Abstract:
Feasibility study has been limited to large scale mining, over the years. Small Scale Gold
Miners in Ghana generally do not conduct feasibility study before they embark on mining
and as a result they are not properly guided on the viability of intended projects. This thesis
outlines a stepwise approach for conducting a feasibility study of Small Scale Gold Mining
in Ghana. It reviews relevant literature, and for each of an alluvial and hard rock ore
deposits, using data from Mpeasem Gold Project, demonstrates how reserves could be
estimated, and economic analysis conducted to ascertain the mining projects viability. The
Inverse Distance Weighting (IDW) method was deployed through the use of Surpac
software to estimate the ore reserves of the alluvial deposit while the Cross Sectional method
was used to calculated average grade for the hard rock ore deposit. Environmental aspects,
their potential impact and mitigation measures were tabulated as preliminary environmental
report. The economic risks of the alluvial deposit were evaluated using the Monte Carlo
Simulation method. The alluvial gold deposit was 3.4 Mm3
at an average grade of 0.46 g/m3
in reserves and yielded an NPV and IRR of USD 2.8 M and 48% respectively for the base
case, with an effective probability of success of 10% (17% and 56%). The hard rock ore
gold deposit was 1.9 Mt at an average grade of 2.54 g/t in reserves and yielded an NPV and
IRR of USD 7.5 M and 29% respectively for the base case, with an effective probability of
success of 14% (25% and 54%).
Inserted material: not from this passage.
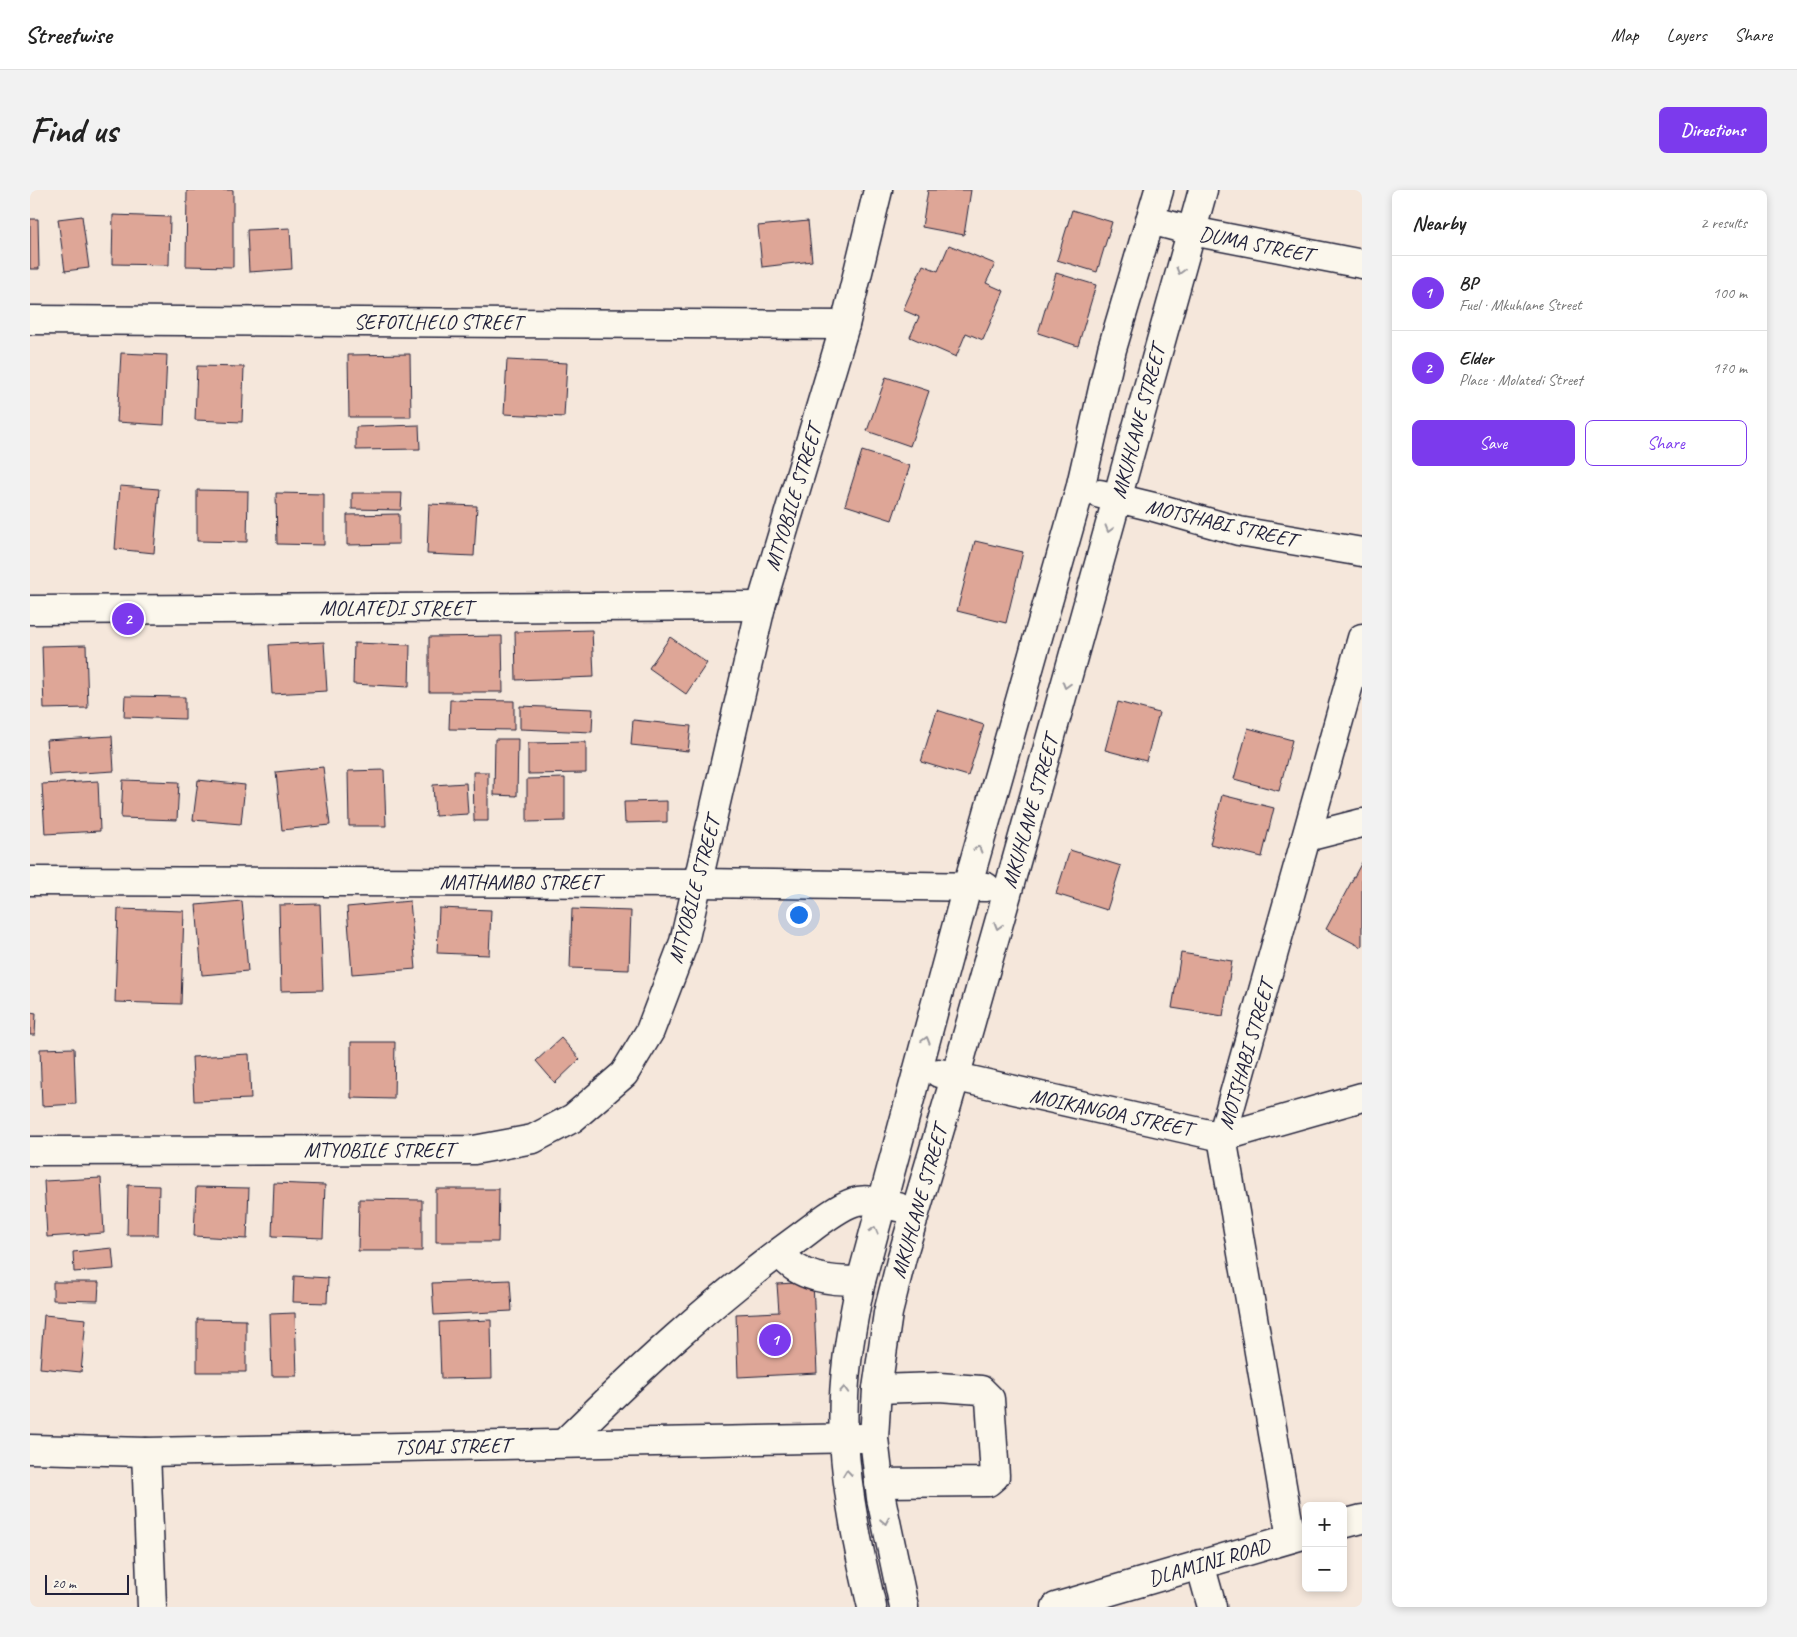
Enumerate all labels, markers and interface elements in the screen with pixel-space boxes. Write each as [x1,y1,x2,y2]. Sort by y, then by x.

Though both alluvial and hard rock deposits are viable
under the base case scenarios, their respective probability of success is very slim. The
projects are not robust to simultaneous changes in cost, revenue and other economic
parameters and therefore careful consideration for cost control through competitive bidding
in the purchase of equipment and award of contracts is key.